Bug 116701 - Multi-threaded programs forced onto a set of isolated cores have all threads scheduled on one CPU.
Summary: Multi-threaded programs forced onto a set of isolated cores have all threads ...
Status: NEW
Alias: None
Product: Process Management
Classification: Unclassified
Component: Scheduler (show other bugs)
Hardware: All Linux
: P1 normal
Assignee: Ingo Molnar
URL:
Keywords:
Depends on:
Blocks:
 
Reported: 2016-04-19 14:16 UTC by Edd Barrett
Modified: 2016-06-11 20:15 UTC (History)
4 users (show)

See Also:
Kernel Version: 3.16.7
Subsystem:
Regression: No
Bisected commit-id:


Attachments

Description Edd Barrett 2016-04-19 14:16:37 UTC
Hi,

I've noticed an odd thread scheduling behaviour on a Debian 8 system running a 3.16.7 kernel. This may be a bug, or it may be that my expectations are wrong.
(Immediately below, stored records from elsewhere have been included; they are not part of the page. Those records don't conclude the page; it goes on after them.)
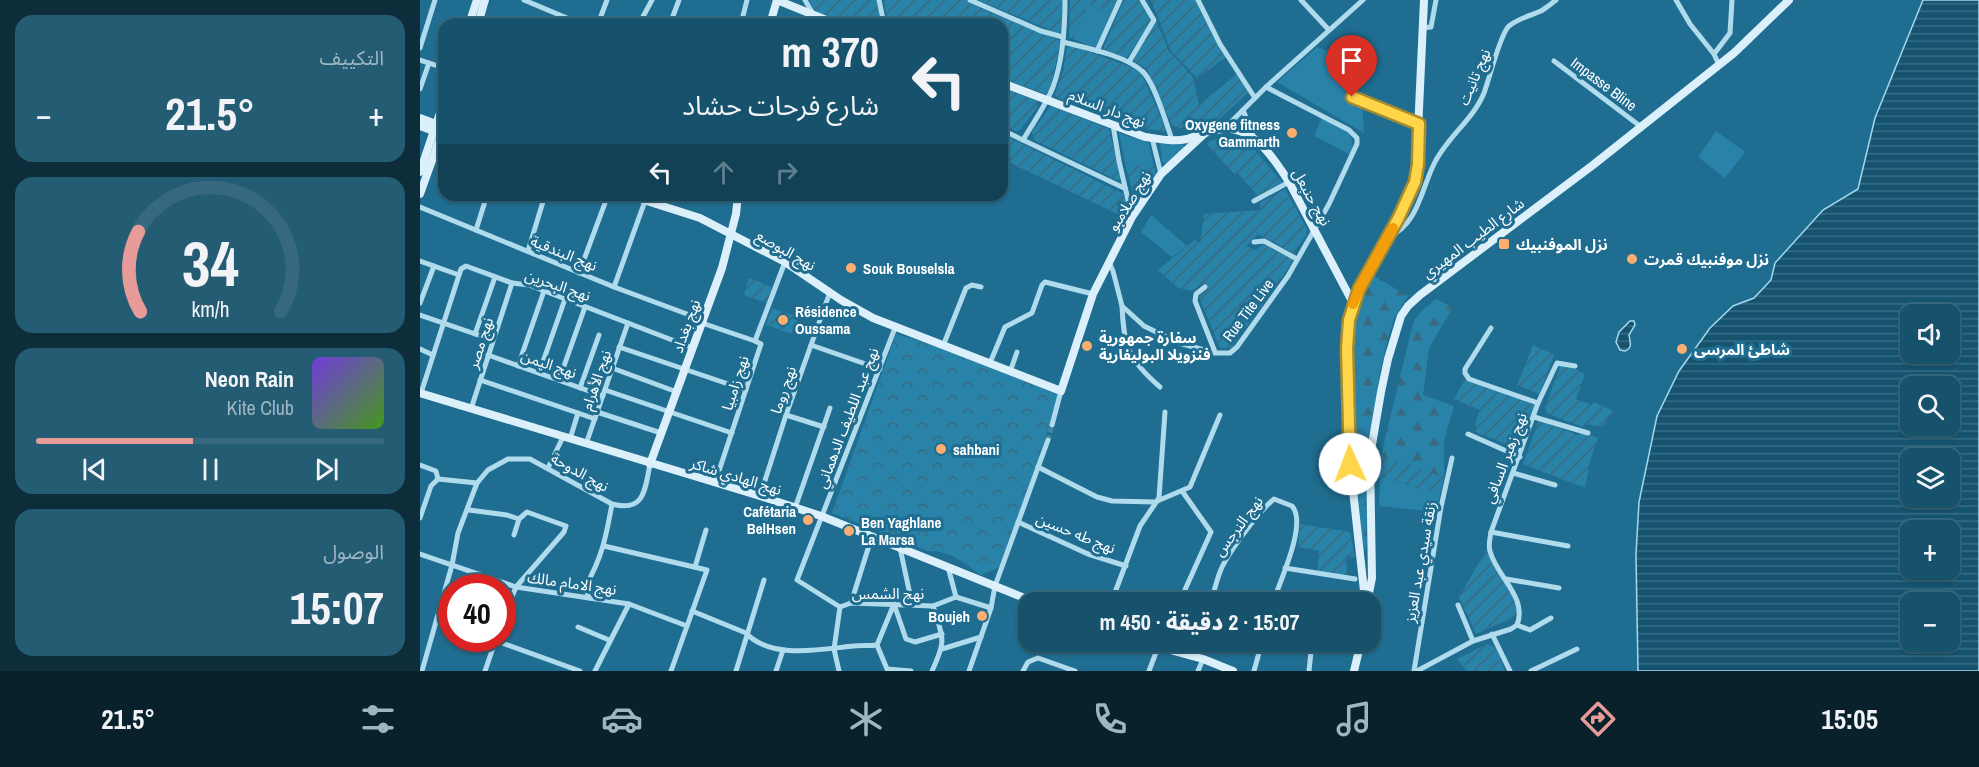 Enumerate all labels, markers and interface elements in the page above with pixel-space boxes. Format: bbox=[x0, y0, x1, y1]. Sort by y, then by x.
text: 370 m bbox=[781, 24, 879, 80]
pin bbox=[1326, 35, 1377, 97]
icon: left bbox=[900, 42, 978, 120]
text: التكييف bbox=[320, 44, 384, 71]
icon: arrive bbox=[1335, 44, 1368, 77]
street label: نهج تانيت bbox=[1453, 45, 1497, 109]
street label: Impasse Bline bbox=[1567, 52, 1642, 116]
text: 21.5° bbox=[165, 83, 255, 144]
street label: نهج دار السلام bbox=[1065, 84, 1149, 134]
text: شارع فرحات حشاد bbox=[682, 87, 879, 123]
text: − bbox=[36, 92, 52, 136]
text: + bbox=[368, 92, 384, 136]
place label: Oxygene fitness Gammarth bbox=[1185, 114, 1280, 152]
marker: Oxygene fitness Gammarth bbox=[1285, 126, 1299, 140]
icon: left bbox=[644, 156, 677, 189]
icon: ahead bbox=[707, 156, 740, 189]
icon: right bbox=[770, 156, 803, 189]
street label: نهج حنبعل bbox=[1286, 164, 1336, 230]
street label: نهج صلامبو bbox=[1102, 167, 1157, 236]
street label: شارع الطيب المهيري bbox=[1418, 193, 1530, 285]
text: 34 bbox=[182, 221, 238, 305]
street label: نهج البوصع bbox=[751, 224, 820, 277]
street label: نهج البندقية bbox=[527, 230, 600, 278]
place label: نزل الموفنبيك bbox=[1516, 234, 1608, 255]
marker: نزل الموفنبيك bbox=[1497, 237, 1511, 251]
place label: نزل موفنبيك قمرت bbox=[1644, 249, 1769, 270]
marker: نزل موفنبيك قمرت bbox=[1625, 252, 1639, 266]
place label: Souk Bouselsla bbox=[863, 258, 955, 279]
marker: Souk Bouselsla bbox=[844, 261, 858, 275]
street label: نهج البحرين bbox=[522, 264, 594, 308]
street label: Rue Tite Live bbox=[1218, 274, 1279, 346]
text: km/h bbox=[191, 295, 229, 324]
street label: نهج بغداد bbox=[667, 296, 707, 356]
place label: Résidence Oussama bbox=[795, 301, 857, 339]
map controls bbox=[1900, 304, 1960, 652]
button: sound bbox=[1900, 304, 1960, 364]
marker: Résidence Oussama bbox=[776, 313, 790, 327]
street label: نهج مصر bbox=[462, 315, 500, 373]
place label: سفارة جمهورية فنزويلا البوليفارية bbox=[1099, 327, 1210, 365]
marker: سفارة جمهورية فنزويلا البوليفارية bbox=[1080, 339, 1094, 353]
place label: شاطئ المرسى bbox=[1694, 339, 1790, 360]
marker: شاطئ المرسى bbox=[1675, 342, 1689, 356]
street label: نهج اليمن bbox=[518, 345, 580, 385]
street label: نهج عبد اللطيف الدهماني bbox=[810, 345, 885, 492]
street label: نهج الأهرام bbox=[576, 347, 618, 413]
street label: نهج زامبيا bbox=[716, 353, 756, 414]
street label: نهج روما bbox=[765, 363, 803, 417]
text: Neon Rain bbox=[205, 364, 294, 394]
button: search bbox=[1900, 376, 1960, 436]
text: Kite Club bbox=[227, 394, 294, 421]
street label: نهج زهير السافي bbox=[1478, 410, 1534, 507]
position arrow bbox=[1318, 432, 1382, 496]
place label: sahbani bbox=[953, 439, 1000, 460]
marker: sahbani bbox=[934, 442, 948, 456]
street label: نهج الدوحة bbox=[546, 448, 613, 498]
button: layers bbox=[1900, 448, 1960, 508]
street label: نهج الهادي شاكر bbox=[686, 452, 784, 502]
icon: previous bbox=[78, 453, 111, 486]
icon: pause bbox=[194, 453, 227, 486]
icon: next bbox=[310, 453, 343, 486]
street label: نهج النرجس bbox=[1208, 491, 1269, 562]
street label: زنقة سيدي عبد العزيز bbox=[1399, 500, 1442, 625]
place label: Cafétaria BelHsen bbox=[743, 501, 796, 539]
street label: نهج طه حسين bbox=[1032, 508, 1119, 560]
place label: Ben Yaghlane La Marsa bbox=[861, 512, 942, 550]
marker: Cafétaria BelHsen bbox=[801, 513, 815, 527]
button: + bbox=[1900, 520, 1960, 580]
marker: Ben Yaghlane La Marsa bbox=[842, 524, 856, 538]
text: الوصول bbox=[323, 538, 384, 565]
street label: نهج الامام مالك bbox=[526, 566, 618, 602]
speed limit sign: 40 bbox=[438, 574, 516, 652]
text: 15:07 bbox=[290, 577, 384, 638]
street label: نهج الشمس bbox=[852, 583, 924, 606]
button: − bbox=[1900, 592, 1960, 652]
place label: Boujeh bbox=[928, 606, 970, 627]
text: 15:07 · 2 دقيقة · 450 m bbox=[1100, 607, 1299, 637]
marker: Boujeh bbox=[975, 609, 989, 623]
icon: filters bbox=[357, 698, 399, 740]
icon: car bbox=[601, 698, 643, 740]
icon: climate bbox=[845, 698, 887, 740]
icon: phone bbox=[1089, 698, 1131, 740]
icon: music bbox=[1333, 698, 1375, 740]
icon: directions bbox=[1577, 698, 1619, 740]
text: 21.5° bbox=[101, 701, 155, 737]
text: 15:05 bbox=[1821, 701, 1878, 737]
Here is a test-case which simply spawns 16 never-ending threads.

```
#include <stdio.h>
#include <pthread.h>
#include <err.h>
#include <unistd.h>
#include <stdlib.h>

#define NTHR    16
#define TIME    60 * 5

void *
do_stuff(void *arg)
{
    int i = 0;

    (void) arg;
    while (1) {
        i += i;
        usleep(10000); /* dont dominate CPU */
    }
}

int
main(void)
{
    pthread_t   threads[NTHR];
    int     rv, i;

    for (i = 0; i < NTHR; i++) {
        rv = pthread_create(&threads[i], NULL, do_stuff, NULL);
        if (rv) {
            perror("pthread_create");
            return (EXIT_FAILURE);
        }
    }
    sleep(TIME);
    exit(EXIT_SUCCESS);
}
```

 * If I compile and run this on a kernel with no isolated CPUs, then the threads are spread out over my 4 CPUs. This is expected as the default affinity mask includes all non-isolated cores.

 * Booted with `isolcpus=2,3`, running the program without taskset distributes threads over cores 0 and 1. This is expected as the default affinity mask now excludes cores 2 and 3.

 * Booted with `isolcpus=2,3`, running with `taskset -c 0,1` also distributes threads over cores 0 and 1. This is expected, as I constrained the affinity of the process to cores 0 and 1.

 * Booted with `isolcpus=2,3`, and running with taskset -c 2,3 causes all threads to go onto the same core (I saw them all on core 2 in my setup). I did not expect this.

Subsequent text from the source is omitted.